How to complete this task - Wherever the word "Spoladore" appears in a line of the data, that line should be copied.

Raw data -
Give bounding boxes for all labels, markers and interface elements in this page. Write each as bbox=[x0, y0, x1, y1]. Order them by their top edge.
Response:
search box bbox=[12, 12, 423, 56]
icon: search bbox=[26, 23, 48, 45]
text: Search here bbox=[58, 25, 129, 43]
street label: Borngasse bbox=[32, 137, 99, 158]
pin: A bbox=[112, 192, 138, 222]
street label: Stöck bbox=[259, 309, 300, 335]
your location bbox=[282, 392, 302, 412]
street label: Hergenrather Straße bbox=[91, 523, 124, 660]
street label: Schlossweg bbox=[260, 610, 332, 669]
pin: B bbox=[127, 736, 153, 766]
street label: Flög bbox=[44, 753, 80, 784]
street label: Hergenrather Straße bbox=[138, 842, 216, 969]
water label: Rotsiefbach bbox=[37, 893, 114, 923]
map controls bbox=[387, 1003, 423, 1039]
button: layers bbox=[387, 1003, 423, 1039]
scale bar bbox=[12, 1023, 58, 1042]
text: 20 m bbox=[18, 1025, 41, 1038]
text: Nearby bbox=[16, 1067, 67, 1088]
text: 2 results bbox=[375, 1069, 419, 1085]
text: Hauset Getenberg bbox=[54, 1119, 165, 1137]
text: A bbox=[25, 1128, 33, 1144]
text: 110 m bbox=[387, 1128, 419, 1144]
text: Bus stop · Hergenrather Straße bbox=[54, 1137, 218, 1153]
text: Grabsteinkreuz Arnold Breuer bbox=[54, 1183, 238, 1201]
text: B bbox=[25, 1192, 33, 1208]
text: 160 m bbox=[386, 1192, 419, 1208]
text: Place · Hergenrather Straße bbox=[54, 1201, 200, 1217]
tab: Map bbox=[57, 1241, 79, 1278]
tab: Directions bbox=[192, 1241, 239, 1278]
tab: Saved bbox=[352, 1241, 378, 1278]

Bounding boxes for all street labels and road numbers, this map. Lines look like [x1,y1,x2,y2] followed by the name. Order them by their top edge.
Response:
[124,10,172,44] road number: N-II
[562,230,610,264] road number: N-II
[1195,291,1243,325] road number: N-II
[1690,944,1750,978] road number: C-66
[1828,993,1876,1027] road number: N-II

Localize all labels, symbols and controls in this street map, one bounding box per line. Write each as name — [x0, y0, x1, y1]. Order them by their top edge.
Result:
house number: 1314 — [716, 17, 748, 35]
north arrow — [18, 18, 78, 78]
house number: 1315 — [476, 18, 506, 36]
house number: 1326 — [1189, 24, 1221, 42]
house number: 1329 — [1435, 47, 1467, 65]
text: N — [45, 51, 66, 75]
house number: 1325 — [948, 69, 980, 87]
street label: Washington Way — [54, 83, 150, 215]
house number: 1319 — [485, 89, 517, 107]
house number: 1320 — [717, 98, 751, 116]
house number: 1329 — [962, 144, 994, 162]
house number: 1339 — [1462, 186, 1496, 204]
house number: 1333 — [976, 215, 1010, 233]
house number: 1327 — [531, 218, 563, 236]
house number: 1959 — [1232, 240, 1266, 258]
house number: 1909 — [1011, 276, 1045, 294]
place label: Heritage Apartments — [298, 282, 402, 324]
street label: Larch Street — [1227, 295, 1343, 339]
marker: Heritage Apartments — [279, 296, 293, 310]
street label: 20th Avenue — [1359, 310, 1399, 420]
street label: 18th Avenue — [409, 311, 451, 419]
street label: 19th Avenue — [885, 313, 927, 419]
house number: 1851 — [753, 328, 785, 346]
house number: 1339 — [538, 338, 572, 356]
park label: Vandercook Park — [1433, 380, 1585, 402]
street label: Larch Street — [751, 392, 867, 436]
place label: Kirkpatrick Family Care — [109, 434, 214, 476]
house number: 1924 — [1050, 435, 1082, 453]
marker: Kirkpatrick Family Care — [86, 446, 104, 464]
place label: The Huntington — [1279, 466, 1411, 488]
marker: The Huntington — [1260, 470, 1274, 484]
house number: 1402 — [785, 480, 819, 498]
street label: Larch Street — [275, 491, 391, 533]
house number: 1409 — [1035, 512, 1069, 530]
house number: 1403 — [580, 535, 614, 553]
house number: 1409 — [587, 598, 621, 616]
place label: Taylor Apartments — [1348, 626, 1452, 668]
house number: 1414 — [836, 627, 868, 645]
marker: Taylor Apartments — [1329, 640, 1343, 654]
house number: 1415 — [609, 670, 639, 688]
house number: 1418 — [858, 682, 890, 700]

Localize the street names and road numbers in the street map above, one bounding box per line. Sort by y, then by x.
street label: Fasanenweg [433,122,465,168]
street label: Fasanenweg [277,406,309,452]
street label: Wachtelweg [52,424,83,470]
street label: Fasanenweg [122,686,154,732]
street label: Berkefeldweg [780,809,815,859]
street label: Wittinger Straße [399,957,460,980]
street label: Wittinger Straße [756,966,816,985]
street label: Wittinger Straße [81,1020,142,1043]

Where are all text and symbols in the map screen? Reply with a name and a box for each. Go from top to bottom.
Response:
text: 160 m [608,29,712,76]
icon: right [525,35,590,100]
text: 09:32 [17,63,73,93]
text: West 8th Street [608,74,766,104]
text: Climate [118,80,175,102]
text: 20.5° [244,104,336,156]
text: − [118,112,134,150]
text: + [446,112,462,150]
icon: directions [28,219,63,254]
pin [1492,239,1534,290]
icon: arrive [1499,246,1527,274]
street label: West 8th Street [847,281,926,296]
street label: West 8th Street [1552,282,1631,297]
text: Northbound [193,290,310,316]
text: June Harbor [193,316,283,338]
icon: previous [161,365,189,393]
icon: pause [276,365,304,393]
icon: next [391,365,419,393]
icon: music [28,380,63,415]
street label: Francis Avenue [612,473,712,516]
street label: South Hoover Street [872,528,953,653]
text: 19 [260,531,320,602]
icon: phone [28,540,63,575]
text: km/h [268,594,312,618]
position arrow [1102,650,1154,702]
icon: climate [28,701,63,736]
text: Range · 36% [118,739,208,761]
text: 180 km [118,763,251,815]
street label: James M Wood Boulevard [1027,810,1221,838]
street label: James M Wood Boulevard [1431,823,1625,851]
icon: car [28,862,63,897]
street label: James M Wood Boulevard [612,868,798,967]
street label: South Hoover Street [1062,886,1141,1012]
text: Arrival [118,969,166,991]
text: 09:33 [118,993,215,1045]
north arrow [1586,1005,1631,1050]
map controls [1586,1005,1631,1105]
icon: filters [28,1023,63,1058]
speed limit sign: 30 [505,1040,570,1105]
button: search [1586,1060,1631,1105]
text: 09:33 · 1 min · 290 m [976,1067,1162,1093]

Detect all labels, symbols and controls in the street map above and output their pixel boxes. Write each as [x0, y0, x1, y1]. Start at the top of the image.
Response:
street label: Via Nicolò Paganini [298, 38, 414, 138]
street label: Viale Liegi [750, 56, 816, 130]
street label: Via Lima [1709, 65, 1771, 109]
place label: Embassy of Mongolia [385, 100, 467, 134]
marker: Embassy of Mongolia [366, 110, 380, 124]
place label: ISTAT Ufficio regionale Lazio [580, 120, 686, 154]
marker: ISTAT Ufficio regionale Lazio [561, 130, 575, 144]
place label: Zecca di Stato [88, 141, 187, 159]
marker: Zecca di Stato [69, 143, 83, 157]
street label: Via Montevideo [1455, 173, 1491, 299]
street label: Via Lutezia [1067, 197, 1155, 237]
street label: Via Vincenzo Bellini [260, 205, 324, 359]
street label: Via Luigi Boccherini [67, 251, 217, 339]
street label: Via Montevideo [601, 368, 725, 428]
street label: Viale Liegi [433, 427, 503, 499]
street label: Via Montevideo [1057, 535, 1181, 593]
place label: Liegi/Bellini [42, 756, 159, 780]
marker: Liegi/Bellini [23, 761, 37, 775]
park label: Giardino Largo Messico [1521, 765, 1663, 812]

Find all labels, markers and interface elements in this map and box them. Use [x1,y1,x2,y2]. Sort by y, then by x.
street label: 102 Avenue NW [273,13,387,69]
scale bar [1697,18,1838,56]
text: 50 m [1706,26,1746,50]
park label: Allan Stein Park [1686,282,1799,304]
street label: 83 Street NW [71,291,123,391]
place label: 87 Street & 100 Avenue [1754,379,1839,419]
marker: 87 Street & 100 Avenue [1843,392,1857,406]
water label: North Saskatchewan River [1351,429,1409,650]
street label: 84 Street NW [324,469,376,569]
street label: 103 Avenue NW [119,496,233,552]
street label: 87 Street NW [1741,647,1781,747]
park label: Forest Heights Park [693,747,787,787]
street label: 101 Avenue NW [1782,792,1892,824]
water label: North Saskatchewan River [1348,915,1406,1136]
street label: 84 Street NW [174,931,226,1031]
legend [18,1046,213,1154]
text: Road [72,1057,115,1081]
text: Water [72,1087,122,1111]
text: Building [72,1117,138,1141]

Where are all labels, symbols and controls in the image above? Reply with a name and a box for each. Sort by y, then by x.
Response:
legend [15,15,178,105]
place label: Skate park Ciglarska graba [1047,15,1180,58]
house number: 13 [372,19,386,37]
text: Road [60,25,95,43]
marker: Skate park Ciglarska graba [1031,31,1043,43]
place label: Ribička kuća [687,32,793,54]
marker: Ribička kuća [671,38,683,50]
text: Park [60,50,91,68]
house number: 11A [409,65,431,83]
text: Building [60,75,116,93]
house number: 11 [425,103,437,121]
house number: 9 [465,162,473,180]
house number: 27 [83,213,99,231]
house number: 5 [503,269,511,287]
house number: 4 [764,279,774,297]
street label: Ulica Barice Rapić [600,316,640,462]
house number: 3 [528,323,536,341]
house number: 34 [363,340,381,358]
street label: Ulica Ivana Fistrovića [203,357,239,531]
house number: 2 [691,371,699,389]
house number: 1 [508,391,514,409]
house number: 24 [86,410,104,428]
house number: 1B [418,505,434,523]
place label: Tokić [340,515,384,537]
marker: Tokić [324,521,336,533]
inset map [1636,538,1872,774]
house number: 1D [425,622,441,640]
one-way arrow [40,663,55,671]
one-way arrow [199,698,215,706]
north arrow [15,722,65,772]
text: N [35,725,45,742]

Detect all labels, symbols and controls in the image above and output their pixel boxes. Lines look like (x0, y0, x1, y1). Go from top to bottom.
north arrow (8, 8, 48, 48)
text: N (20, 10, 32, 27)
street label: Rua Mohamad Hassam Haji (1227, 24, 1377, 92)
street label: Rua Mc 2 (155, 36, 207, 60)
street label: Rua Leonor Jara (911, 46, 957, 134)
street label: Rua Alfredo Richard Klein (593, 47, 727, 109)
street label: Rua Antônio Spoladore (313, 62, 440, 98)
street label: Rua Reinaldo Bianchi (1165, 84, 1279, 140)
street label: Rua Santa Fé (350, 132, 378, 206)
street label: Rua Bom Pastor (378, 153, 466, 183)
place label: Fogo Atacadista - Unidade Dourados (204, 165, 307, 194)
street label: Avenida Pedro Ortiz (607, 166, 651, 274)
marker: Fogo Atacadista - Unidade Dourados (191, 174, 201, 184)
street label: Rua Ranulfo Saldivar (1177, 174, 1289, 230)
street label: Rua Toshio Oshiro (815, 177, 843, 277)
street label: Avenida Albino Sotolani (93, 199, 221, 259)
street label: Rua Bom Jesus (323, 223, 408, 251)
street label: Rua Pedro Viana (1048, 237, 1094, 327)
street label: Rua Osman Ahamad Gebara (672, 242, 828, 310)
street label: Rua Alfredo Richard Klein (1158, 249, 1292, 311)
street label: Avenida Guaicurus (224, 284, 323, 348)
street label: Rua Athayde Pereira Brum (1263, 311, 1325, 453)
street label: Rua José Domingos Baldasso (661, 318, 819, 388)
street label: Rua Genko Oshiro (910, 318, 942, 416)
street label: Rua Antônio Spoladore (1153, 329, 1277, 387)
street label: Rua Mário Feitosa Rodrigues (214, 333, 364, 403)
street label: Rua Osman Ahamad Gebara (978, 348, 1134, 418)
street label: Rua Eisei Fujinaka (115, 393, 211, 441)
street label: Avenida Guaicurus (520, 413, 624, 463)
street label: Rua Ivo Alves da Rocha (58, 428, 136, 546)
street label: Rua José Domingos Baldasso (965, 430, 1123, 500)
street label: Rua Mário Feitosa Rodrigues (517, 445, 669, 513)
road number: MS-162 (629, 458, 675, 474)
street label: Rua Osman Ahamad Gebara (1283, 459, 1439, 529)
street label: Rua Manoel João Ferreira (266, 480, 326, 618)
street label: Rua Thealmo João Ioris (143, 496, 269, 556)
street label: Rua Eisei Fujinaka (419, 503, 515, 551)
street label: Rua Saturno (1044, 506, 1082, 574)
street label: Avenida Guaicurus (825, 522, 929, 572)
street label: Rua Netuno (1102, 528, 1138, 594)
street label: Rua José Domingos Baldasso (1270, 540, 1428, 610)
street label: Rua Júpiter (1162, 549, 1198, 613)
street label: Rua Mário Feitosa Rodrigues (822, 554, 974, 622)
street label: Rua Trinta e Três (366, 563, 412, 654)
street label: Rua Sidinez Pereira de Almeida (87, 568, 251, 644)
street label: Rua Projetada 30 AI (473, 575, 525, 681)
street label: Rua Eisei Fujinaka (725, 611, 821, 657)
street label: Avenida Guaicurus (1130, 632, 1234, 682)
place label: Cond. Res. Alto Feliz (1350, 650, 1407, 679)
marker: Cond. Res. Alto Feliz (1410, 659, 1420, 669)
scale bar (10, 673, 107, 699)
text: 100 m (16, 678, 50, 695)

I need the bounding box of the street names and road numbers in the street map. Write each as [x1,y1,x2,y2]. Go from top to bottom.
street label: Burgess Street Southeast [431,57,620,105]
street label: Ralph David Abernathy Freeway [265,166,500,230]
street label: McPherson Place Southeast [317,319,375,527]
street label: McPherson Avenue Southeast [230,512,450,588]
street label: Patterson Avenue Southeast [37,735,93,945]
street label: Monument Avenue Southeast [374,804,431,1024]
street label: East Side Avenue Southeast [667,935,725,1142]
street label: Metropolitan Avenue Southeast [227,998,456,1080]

Response below -
street label: Rua Antônio Spoladore (313, 62, 440, 98)
street label: Rua Antônio Spoladore (1153, 329, 1277, 387)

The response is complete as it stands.